**TASK DIRECTIONS**
How many lines in these records include the string "Church"? Reply with that number alone.

[Opening DATA FOR THIS EXERCISE section]

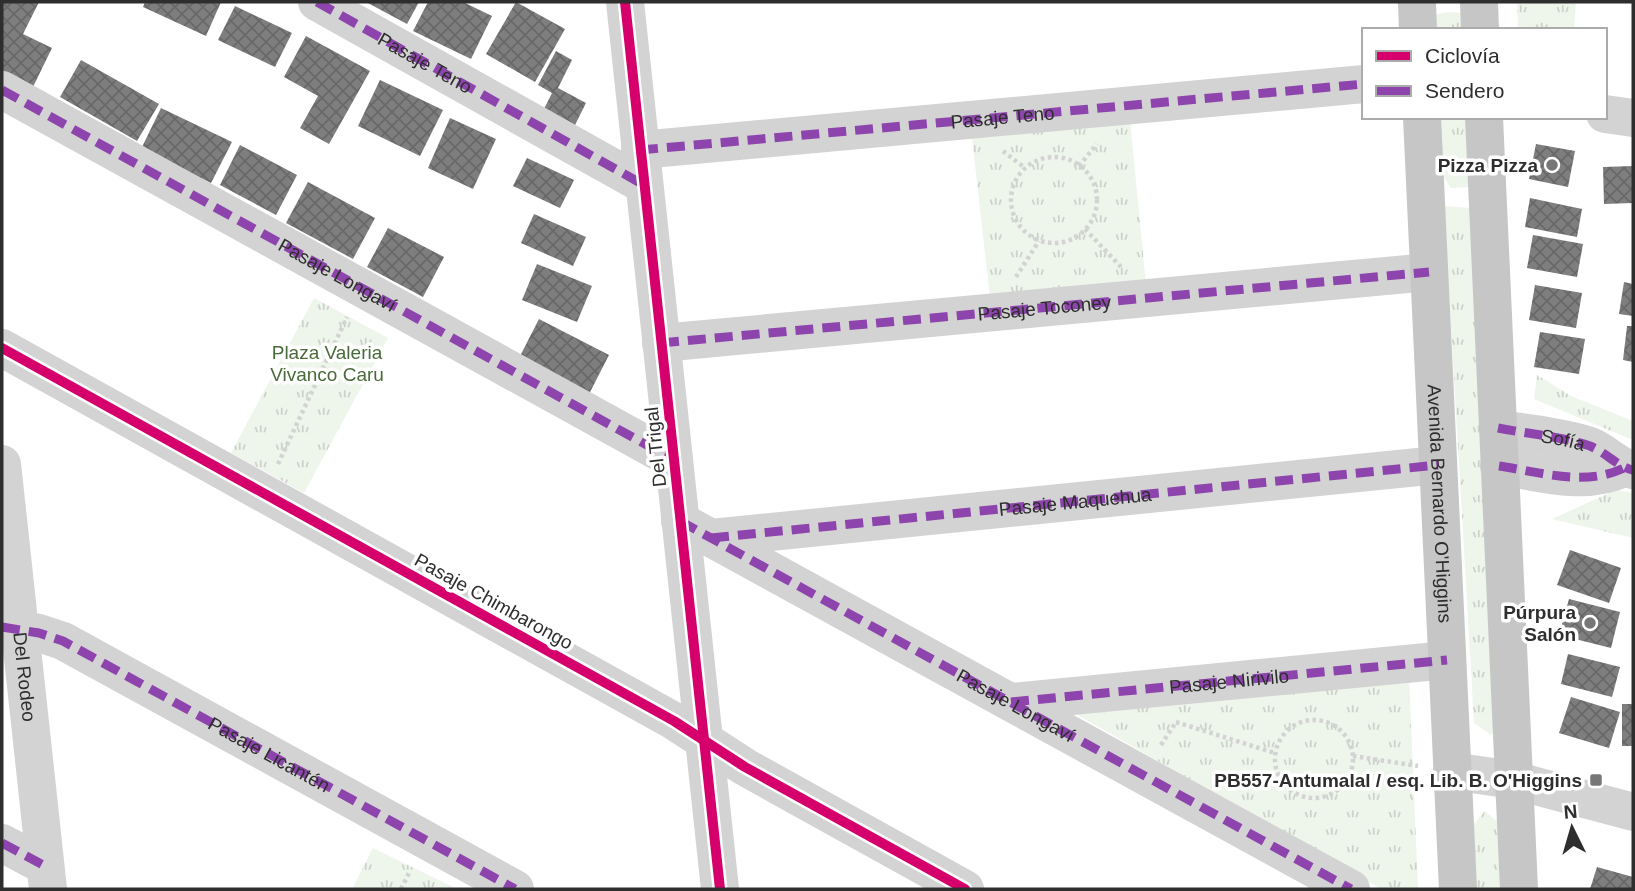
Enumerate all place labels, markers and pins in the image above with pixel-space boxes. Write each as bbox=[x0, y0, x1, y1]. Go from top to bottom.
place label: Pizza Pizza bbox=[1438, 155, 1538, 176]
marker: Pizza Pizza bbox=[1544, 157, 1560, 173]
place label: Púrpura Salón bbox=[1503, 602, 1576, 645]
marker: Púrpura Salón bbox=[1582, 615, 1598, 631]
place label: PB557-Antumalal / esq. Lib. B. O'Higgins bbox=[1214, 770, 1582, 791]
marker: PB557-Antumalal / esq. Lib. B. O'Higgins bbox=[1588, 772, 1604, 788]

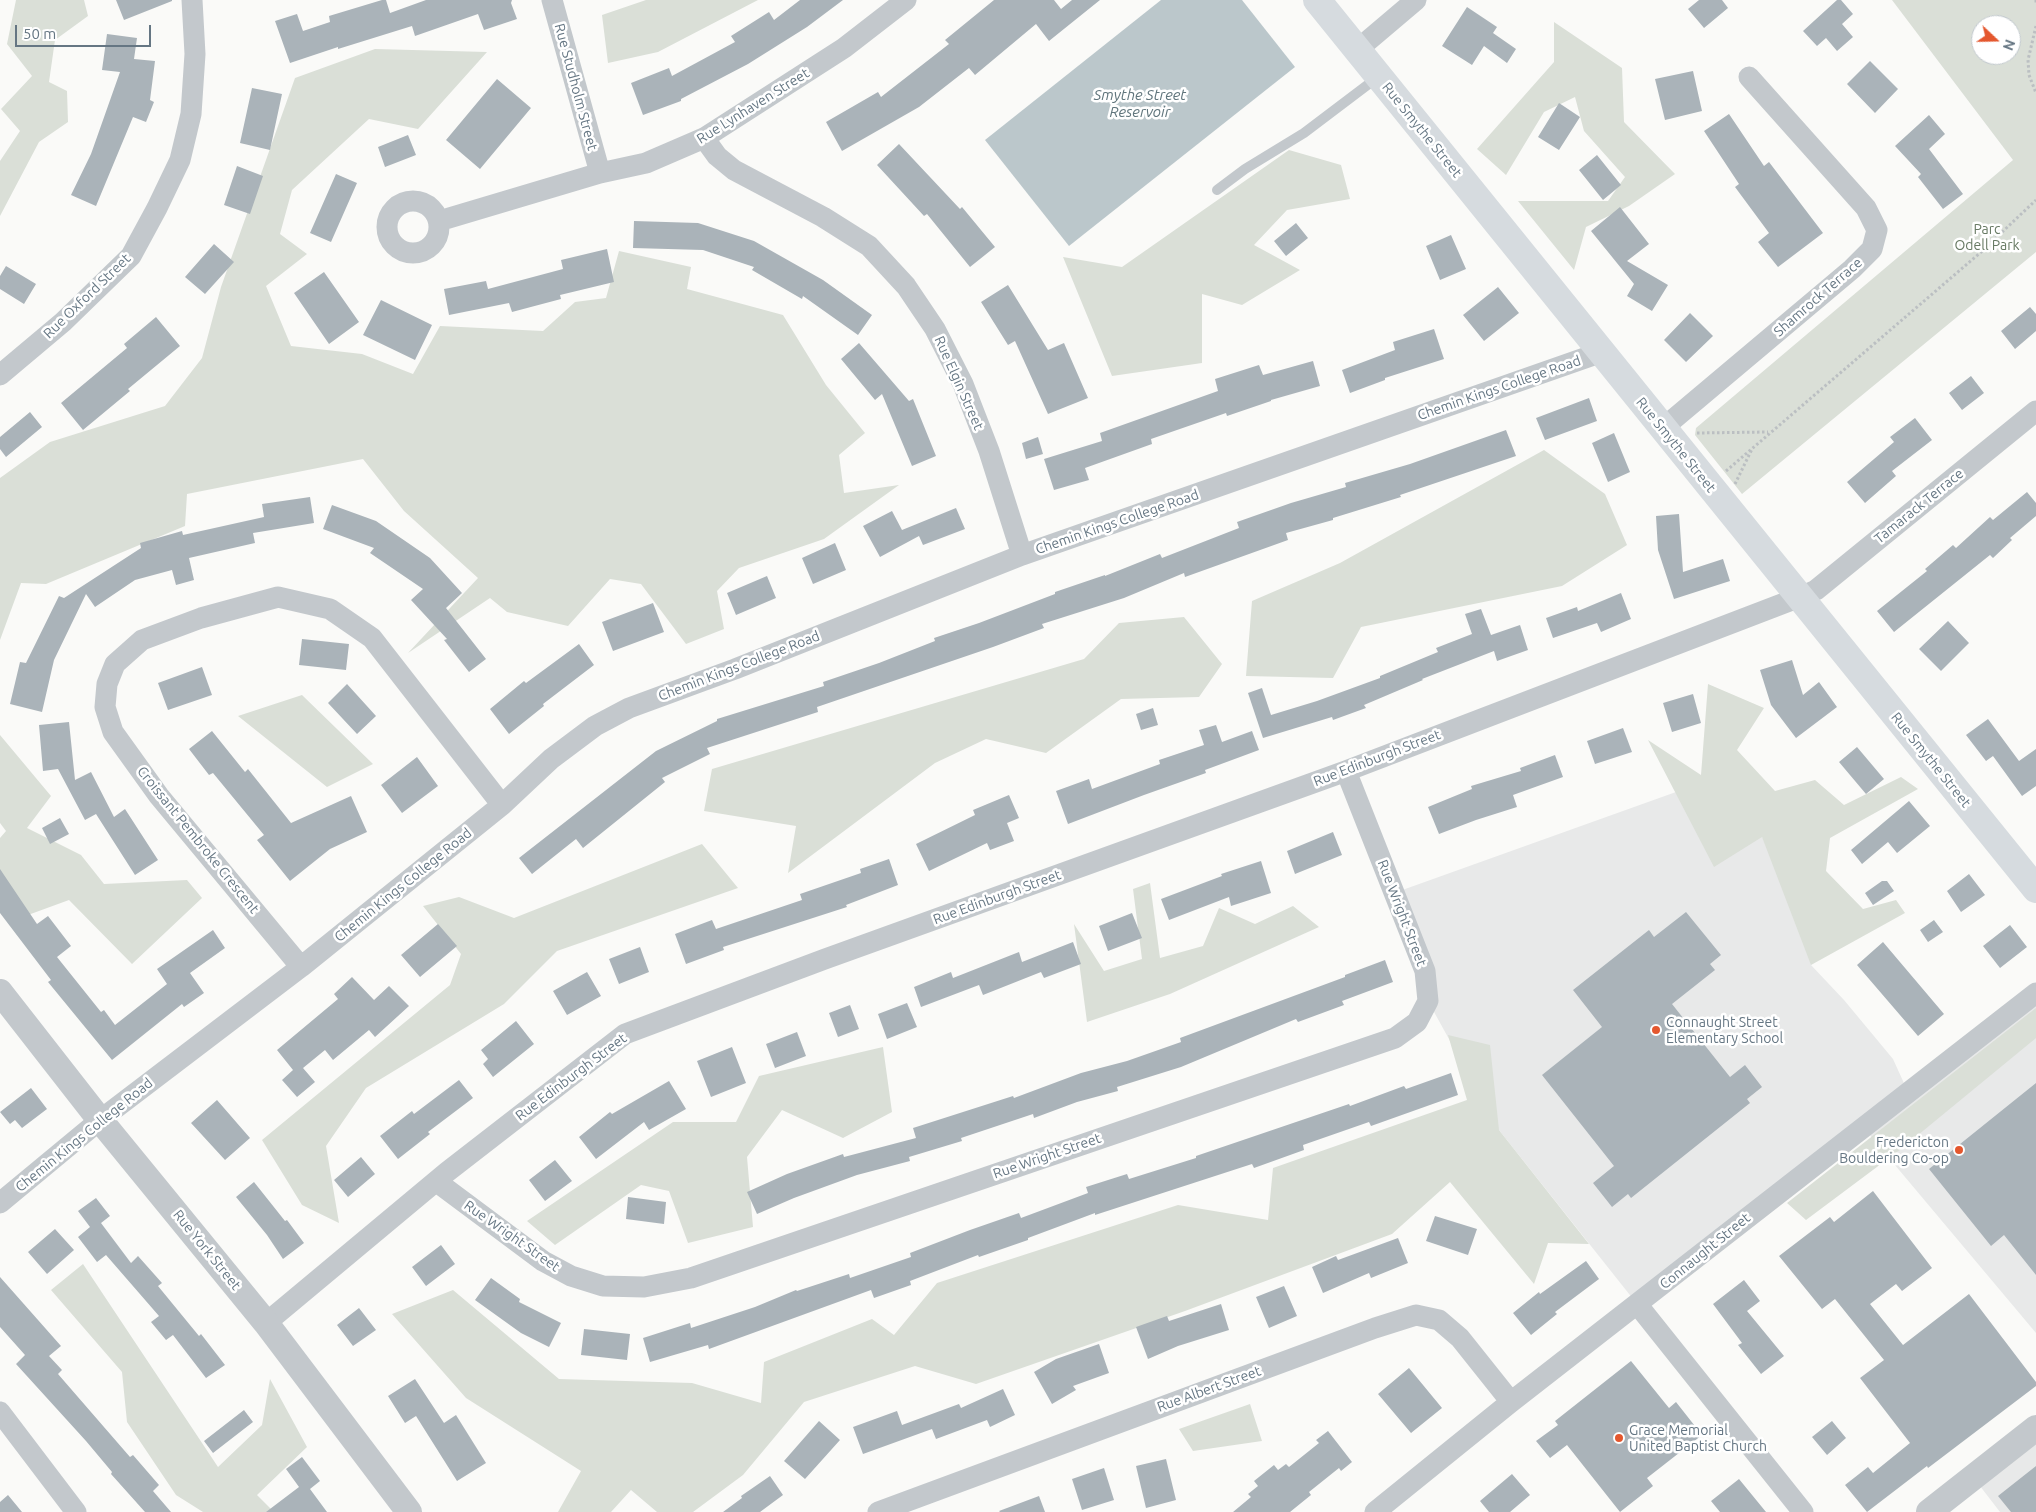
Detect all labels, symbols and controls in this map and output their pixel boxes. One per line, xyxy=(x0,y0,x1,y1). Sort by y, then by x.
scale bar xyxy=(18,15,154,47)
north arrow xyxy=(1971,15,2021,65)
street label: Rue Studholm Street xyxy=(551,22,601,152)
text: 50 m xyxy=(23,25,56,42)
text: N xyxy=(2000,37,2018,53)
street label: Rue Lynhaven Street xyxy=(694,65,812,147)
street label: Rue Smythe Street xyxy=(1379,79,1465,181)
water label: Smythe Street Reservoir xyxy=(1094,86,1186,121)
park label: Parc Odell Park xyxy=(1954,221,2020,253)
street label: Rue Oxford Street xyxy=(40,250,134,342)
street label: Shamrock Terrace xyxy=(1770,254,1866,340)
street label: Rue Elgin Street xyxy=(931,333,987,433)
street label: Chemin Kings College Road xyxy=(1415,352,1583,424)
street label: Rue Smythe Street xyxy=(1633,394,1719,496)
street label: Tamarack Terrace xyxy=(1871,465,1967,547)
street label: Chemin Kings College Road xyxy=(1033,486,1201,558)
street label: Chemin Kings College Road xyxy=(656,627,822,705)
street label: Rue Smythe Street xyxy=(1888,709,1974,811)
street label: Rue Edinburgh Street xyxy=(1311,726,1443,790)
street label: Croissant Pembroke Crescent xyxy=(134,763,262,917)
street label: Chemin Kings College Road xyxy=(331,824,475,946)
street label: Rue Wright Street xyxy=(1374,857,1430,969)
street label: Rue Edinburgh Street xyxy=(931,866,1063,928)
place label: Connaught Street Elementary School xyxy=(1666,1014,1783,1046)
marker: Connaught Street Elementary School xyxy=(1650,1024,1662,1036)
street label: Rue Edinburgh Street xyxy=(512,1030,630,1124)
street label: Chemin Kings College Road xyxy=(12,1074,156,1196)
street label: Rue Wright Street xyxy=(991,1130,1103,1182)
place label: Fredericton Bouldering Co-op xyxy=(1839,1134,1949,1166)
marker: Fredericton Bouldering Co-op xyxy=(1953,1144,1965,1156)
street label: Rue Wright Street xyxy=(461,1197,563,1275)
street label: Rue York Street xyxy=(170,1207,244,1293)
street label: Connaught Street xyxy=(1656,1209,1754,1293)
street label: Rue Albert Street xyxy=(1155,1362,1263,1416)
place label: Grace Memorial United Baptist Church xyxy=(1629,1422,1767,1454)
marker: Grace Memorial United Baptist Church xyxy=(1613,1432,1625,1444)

[Closing DATA FOR THIS EXERCISE section]

**OUTPUT FOR THIS TASK**
2